Based between Brooklyn and the Texas Hill Country, Ada Friedman marshals a layered practice. The painter and performance artist’s work is defined by an aesthetic of appreciation for systems, all the while being propelled by its own wrestling with forces that derail such systematic thinking to novel directions and positions. Friedman knows that her painterly system, performative in both its well-defined discourse and loose order, requires constant updating and maintenance—and the state of affairs can never be understood in full clarity. She accepts the equivocal messiness of painting in all of its glory and beauty.

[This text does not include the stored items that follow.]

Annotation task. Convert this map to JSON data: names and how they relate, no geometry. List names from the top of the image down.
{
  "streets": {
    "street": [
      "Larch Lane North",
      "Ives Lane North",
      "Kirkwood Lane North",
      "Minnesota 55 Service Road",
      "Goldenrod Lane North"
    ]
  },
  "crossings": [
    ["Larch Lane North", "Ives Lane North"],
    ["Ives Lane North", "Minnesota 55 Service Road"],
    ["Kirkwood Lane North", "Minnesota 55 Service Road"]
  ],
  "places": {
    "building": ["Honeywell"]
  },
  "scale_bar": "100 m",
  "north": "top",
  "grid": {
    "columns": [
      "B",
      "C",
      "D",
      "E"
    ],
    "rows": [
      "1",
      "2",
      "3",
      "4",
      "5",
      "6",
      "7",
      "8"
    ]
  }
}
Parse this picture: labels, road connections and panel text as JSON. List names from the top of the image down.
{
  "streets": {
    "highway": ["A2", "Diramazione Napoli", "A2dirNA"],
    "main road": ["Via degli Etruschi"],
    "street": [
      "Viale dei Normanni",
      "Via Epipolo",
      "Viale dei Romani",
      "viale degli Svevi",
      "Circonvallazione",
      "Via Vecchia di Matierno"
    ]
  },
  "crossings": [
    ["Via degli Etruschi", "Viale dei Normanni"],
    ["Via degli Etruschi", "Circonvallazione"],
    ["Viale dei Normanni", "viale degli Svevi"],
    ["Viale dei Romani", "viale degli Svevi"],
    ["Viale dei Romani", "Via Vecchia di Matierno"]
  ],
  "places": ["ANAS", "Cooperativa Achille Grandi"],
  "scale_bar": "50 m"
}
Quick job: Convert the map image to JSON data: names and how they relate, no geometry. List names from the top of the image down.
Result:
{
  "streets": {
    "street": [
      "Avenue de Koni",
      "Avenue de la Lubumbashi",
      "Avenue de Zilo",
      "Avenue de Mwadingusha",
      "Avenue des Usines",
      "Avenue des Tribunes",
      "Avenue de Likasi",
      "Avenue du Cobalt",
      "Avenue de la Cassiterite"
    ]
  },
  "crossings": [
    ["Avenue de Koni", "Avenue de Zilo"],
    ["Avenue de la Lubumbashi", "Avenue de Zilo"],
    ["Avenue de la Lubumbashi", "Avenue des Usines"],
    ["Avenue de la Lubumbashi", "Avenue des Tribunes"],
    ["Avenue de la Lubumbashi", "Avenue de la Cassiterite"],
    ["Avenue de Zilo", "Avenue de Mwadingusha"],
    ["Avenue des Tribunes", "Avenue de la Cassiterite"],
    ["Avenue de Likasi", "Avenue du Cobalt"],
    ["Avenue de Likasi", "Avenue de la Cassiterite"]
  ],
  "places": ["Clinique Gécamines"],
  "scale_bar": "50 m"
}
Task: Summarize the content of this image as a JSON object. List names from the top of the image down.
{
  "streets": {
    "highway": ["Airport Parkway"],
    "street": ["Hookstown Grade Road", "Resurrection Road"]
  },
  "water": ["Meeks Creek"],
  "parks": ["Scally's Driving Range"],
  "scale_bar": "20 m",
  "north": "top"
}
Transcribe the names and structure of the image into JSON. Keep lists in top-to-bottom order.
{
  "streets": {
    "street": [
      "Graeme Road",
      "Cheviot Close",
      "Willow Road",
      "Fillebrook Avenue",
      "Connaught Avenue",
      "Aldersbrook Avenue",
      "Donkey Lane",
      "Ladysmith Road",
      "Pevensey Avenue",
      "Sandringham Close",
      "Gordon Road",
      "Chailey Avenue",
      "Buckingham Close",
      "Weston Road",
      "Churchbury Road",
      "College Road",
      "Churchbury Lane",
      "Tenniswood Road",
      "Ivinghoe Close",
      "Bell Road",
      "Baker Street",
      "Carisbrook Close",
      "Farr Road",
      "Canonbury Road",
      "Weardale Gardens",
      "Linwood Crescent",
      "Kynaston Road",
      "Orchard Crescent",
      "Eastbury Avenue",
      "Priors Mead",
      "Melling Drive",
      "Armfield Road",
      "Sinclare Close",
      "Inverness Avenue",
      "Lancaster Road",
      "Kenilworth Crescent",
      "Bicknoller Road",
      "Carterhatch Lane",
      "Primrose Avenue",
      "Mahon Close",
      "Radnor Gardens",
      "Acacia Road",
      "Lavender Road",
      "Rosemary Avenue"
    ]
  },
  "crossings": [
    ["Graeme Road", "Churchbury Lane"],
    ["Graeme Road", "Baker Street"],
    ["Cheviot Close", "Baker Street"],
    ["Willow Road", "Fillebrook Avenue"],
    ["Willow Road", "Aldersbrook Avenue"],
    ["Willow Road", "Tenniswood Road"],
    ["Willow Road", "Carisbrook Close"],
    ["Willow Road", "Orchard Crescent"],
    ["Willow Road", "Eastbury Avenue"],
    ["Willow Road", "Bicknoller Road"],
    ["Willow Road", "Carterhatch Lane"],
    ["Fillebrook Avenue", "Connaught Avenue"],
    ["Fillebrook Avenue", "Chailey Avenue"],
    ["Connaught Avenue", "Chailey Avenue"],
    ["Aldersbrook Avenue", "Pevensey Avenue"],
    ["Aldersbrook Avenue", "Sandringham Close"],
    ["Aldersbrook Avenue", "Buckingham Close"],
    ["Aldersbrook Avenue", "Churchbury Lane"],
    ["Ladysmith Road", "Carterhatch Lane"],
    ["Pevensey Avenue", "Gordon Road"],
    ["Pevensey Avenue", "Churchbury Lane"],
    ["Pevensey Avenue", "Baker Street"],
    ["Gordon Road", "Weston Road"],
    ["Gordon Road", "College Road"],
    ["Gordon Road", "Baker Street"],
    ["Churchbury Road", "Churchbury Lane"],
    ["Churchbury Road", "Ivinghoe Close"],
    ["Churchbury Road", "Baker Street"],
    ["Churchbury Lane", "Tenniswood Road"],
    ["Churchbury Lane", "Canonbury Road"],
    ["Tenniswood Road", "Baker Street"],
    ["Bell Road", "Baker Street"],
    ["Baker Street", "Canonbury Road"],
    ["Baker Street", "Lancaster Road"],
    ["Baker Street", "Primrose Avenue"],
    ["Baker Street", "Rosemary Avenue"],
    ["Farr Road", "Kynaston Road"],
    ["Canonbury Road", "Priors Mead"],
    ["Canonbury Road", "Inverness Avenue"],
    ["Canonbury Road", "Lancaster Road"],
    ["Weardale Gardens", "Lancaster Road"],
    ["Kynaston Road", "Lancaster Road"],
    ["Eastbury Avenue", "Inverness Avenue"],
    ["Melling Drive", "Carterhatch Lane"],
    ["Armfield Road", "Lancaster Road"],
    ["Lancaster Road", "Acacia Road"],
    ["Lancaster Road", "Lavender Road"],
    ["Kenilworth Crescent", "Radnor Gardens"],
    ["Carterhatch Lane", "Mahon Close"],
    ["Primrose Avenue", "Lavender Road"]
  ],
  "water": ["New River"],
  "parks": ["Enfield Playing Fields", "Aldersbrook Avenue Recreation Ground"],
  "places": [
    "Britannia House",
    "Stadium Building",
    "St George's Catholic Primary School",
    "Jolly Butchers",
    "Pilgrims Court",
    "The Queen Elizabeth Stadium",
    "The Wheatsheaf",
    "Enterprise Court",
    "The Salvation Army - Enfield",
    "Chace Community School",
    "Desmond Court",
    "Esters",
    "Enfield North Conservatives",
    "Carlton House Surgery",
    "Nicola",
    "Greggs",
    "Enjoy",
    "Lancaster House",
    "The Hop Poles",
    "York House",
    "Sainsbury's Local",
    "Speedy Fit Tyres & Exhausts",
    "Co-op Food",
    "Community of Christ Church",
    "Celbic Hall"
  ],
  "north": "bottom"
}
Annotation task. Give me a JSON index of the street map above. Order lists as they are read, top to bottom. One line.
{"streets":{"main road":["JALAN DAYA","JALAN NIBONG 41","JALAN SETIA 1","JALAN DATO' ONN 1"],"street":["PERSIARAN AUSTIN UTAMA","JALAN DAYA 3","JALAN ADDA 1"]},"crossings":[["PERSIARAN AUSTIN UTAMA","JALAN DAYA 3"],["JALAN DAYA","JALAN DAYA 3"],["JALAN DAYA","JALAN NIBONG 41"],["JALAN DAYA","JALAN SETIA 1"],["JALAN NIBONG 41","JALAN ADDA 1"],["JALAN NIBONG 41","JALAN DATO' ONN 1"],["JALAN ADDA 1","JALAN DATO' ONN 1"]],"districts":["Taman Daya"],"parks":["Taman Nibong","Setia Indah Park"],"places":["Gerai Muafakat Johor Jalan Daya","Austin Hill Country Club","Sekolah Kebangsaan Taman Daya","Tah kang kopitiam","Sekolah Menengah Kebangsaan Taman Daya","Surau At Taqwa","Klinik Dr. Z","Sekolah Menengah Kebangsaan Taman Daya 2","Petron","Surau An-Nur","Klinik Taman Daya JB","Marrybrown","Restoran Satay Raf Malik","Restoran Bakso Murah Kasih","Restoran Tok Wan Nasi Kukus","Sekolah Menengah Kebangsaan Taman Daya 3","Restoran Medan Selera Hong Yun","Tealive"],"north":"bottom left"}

In “Ballads,” now on view at David Peter Francis in New York through December 7, Friedman dives into the realm of cyclical, personal glimmers with an intensity that recalls historical feminist gestures of reintroducing passion and excess into the concealed narratives of painting. The show is a dialogue between the artist and the late Scottish poet Helen Adam, whose clumsily magical ballads inspired the Beat Generation. Friedman, a long-time reader of Adam’s esoteric writing, has previously staged multiple iterations of theater productions inspired by the poet’s metaphysically imaginative evocation of ghosts and spirits.
The word “conversation” as a relation of exchange does not encompass all of the assuming, correction, and redirecting that Friedman singularly performs from the vantage point of Adam’s spiritually charged and nostalgic poems, plays, ghost stories, and collages. Her approach is distinct from biography: Friedman is uninterested in reclaiming a lost or forgotten genealogy, a mythology in itself. Rather, the artist’s 13 paintings on view are full of indexes, icons, and symbols that return to the emotional quality of Adam’s collages, two of which are on view. In Adam’s Collage Gift to Robert Hershon and Donna Brook, 1982, an assembly of images is arranged on a spectrum between the still-life of memento mori and American imagination of Victorian domesticity. This visual composition is accompanied by ritualistic texts that simultaneously deviate from and inform the images, reverting them to their original dramatics, prior to the mediation of cutting, pasting, editing.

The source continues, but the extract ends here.